If a line comes after the one containing "Serialize what can be read in the map view", leave it out; copy every line before it, and that line too, exactly as written, starting from the first line of the entries.

################

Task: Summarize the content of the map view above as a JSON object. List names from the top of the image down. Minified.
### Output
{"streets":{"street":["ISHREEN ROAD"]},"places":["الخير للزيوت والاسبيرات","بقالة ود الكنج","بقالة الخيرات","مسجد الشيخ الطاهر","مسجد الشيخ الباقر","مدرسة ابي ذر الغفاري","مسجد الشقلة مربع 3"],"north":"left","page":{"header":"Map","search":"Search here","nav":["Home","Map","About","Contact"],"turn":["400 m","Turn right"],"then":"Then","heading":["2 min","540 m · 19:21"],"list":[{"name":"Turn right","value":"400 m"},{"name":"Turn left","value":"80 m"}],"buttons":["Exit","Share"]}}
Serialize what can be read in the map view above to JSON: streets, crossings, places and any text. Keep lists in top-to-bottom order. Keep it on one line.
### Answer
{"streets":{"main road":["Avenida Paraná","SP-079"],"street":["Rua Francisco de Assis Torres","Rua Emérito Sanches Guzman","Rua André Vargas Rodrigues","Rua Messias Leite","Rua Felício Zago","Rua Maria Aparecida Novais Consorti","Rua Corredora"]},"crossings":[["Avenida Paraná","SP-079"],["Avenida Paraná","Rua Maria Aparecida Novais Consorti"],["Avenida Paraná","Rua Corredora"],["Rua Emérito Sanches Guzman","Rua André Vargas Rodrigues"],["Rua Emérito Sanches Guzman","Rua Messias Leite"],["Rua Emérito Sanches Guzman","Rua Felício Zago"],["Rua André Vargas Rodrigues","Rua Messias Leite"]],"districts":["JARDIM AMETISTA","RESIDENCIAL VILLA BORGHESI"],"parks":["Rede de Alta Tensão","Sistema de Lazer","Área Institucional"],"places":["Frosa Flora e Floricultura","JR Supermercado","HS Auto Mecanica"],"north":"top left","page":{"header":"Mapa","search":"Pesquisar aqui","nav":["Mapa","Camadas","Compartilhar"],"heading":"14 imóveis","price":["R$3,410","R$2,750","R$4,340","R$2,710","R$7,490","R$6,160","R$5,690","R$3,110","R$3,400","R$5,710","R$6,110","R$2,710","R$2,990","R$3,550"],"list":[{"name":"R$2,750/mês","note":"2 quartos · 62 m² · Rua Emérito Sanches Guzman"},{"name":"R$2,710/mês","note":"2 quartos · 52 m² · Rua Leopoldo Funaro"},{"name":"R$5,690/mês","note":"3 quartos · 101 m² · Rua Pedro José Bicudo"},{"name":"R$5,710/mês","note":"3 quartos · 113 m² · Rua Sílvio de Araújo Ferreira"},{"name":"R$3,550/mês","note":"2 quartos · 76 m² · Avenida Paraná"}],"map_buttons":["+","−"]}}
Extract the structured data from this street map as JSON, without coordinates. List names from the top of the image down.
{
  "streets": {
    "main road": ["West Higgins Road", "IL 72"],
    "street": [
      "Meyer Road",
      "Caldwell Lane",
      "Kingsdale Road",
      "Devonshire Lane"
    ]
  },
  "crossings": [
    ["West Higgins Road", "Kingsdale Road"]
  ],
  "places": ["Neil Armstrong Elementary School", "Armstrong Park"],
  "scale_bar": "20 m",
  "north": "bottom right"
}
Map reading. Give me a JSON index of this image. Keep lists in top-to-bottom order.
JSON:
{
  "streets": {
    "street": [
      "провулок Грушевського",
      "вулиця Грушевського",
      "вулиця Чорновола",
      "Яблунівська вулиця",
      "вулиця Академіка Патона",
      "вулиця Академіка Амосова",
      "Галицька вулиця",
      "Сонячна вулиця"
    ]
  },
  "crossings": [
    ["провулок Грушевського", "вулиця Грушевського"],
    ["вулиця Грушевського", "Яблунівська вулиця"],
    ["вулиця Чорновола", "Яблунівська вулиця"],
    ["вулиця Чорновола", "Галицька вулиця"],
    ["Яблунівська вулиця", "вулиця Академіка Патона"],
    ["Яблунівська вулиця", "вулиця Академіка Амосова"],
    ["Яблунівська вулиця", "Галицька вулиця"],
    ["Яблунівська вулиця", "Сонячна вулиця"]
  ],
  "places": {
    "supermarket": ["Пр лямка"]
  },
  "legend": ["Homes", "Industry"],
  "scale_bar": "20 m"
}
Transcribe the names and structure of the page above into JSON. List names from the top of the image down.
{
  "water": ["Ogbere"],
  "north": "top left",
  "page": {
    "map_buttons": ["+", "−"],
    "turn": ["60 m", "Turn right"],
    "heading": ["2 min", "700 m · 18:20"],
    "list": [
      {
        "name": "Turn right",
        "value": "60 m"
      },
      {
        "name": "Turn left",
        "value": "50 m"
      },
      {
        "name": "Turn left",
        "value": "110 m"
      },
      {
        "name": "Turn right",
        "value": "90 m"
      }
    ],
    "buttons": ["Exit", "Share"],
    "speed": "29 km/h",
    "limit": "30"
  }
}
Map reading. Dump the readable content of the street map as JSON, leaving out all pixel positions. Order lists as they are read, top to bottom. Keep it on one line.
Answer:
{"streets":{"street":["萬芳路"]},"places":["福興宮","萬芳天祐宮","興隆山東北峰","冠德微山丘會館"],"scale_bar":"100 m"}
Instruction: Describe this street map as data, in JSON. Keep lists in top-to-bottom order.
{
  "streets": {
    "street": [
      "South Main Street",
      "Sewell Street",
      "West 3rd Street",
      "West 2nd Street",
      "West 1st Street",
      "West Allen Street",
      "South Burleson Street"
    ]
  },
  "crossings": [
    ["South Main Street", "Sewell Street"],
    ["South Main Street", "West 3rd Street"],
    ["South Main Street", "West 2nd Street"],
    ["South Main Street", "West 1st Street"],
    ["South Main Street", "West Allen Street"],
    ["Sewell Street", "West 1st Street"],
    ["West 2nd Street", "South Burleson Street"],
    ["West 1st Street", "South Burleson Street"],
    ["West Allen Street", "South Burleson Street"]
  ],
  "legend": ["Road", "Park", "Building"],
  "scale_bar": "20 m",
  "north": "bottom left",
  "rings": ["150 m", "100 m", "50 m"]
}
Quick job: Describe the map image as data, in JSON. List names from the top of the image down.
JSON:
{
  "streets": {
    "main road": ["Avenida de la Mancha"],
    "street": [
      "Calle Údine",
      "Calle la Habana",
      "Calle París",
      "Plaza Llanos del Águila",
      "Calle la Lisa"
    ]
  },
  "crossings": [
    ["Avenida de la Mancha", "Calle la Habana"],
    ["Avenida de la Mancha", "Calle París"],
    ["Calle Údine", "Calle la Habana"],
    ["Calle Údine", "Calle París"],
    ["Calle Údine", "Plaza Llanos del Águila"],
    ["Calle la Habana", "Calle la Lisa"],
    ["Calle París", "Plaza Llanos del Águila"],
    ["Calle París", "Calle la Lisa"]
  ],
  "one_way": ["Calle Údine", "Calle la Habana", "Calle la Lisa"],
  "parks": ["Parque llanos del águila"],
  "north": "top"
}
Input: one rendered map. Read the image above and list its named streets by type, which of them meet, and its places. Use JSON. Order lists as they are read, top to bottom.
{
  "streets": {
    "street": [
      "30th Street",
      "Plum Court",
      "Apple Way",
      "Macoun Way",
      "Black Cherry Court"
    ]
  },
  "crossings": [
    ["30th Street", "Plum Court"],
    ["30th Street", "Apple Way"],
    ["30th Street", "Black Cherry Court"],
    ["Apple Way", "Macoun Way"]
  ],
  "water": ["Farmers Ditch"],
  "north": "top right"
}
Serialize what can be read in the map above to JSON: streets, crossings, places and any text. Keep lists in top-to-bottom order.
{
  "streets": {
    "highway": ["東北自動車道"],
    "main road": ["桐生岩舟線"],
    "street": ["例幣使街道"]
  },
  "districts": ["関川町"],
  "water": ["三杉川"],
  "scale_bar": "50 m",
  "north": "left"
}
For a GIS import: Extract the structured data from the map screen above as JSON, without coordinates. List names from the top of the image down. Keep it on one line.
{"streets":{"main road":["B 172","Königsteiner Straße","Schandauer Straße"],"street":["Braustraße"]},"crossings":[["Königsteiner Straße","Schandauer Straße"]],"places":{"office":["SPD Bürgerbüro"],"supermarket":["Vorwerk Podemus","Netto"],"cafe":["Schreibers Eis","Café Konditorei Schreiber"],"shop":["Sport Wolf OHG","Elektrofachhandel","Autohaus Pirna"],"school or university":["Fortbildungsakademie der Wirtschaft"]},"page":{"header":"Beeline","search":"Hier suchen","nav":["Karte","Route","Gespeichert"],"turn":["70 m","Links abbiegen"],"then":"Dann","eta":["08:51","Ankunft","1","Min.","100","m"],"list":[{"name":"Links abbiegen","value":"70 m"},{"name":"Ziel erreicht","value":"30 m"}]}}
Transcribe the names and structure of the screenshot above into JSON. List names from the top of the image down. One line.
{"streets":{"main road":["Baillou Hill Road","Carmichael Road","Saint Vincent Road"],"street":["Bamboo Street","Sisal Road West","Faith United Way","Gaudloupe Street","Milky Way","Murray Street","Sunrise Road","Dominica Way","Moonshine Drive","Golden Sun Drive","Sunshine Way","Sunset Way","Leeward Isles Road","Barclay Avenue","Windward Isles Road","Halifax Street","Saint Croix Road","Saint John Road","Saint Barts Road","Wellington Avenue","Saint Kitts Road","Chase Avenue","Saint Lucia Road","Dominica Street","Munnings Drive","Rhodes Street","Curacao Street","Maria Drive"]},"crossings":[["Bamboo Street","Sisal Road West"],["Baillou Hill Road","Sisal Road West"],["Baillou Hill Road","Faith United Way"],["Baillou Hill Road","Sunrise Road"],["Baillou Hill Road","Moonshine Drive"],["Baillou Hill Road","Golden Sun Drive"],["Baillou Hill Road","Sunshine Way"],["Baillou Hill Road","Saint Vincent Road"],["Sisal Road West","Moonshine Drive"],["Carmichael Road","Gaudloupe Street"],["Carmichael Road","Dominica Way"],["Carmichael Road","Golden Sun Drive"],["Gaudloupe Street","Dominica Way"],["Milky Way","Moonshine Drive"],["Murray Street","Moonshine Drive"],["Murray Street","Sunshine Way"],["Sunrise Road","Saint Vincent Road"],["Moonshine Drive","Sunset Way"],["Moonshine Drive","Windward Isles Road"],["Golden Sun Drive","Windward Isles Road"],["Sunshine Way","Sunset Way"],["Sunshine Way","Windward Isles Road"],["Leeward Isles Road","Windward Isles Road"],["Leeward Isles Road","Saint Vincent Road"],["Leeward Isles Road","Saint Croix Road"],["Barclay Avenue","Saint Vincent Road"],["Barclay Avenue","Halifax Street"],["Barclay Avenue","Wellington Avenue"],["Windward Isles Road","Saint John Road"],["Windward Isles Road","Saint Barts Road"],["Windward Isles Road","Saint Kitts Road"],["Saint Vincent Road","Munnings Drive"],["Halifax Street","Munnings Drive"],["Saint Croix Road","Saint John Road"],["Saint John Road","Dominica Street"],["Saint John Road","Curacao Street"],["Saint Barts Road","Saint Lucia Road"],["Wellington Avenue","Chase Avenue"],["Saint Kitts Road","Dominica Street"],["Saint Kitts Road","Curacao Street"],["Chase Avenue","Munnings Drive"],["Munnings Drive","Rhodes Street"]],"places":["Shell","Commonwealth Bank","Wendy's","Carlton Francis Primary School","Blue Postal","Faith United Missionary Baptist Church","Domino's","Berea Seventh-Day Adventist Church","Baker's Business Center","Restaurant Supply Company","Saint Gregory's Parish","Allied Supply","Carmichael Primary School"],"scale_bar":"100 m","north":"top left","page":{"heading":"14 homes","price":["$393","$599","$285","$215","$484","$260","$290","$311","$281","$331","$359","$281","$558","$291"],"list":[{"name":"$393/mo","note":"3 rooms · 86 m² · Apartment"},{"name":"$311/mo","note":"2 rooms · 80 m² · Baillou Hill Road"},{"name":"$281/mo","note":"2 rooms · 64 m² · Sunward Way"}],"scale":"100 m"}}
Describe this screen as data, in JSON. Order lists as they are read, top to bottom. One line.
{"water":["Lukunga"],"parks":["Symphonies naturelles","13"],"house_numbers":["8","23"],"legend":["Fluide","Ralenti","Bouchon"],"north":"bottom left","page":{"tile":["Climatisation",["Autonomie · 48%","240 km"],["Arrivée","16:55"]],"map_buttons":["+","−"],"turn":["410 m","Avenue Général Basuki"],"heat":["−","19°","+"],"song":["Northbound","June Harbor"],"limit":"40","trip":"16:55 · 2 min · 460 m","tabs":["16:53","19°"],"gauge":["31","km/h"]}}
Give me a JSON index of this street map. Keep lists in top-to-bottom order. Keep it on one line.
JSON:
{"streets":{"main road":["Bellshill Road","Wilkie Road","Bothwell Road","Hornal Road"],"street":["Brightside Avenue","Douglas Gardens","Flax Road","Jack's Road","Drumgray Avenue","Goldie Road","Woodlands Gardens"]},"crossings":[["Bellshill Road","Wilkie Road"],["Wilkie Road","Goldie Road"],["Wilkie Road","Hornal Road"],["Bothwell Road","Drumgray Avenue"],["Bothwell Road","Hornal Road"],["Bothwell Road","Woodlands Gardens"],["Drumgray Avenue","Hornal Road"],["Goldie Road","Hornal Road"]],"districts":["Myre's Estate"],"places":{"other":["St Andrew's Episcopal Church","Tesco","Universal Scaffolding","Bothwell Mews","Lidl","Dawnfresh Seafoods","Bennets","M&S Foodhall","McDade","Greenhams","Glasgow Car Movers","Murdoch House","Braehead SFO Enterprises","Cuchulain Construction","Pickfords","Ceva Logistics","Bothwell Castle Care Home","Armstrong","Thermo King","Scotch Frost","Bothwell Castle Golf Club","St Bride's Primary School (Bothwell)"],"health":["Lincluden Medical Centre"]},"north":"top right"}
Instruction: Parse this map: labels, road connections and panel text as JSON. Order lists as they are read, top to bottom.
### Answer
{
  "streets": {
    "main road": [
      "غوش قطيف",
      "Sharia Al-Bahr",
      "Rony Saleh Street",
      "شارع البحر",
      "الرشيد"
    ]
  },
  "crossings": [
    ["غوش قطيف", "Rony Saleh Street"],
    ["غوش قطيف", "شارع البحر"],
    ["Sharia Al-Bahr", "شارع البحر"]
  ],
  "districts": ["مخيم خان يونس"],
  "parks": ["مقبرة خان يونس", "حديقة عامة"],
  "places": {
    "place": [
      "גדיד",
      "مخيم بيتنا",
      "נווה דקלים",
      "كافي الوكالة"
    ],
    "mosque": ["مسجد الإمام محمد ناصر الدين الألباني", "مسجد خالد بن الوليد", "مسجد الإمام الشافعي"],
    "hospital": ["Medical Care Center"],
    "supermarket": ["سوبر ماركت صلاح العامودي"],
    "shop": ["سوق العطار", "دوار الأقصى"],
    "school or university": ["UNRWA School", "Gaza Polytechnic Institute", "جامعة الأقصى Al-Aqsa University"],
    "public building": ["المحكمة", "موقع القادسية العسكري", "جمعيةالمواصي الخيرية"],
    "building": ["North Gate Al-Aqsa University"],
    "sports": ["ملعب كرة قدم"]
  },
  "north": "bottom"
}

################

Solution below:
Task: Summarize the content of the map view above as a JSON object. List names from the top of the image down. Minified.
### Output
{"streets":{"street":["ISHREEN ROAD"]},"places":["الخير للزيوت والاسبيرات","بقالة ود الكنج","بقالة الخيرات","مسجد الشيخ الطاهر","مسجد الشيخ الباقر","مدرسة ابي ذر الغفاري","مسجد الشقلة مربع 3"],"north":"left","page":{"header":"Map","search":"Search here","nav":["Home","Map","About","Contact"],"turn":["400 m","Turn right"],"then":"Then","heading":["2 min","540 m · 19:21"],"list":[{"name":"Turn right","value":"400 m"},{"name":"Turn left","value":"80 m"}],"buttons":["Exit","Share"]}}
Serialize what can be read in the map view above to JSON: streets, crossings, places and any text. Keep lists in top-to-bottom order. Keep it on one line.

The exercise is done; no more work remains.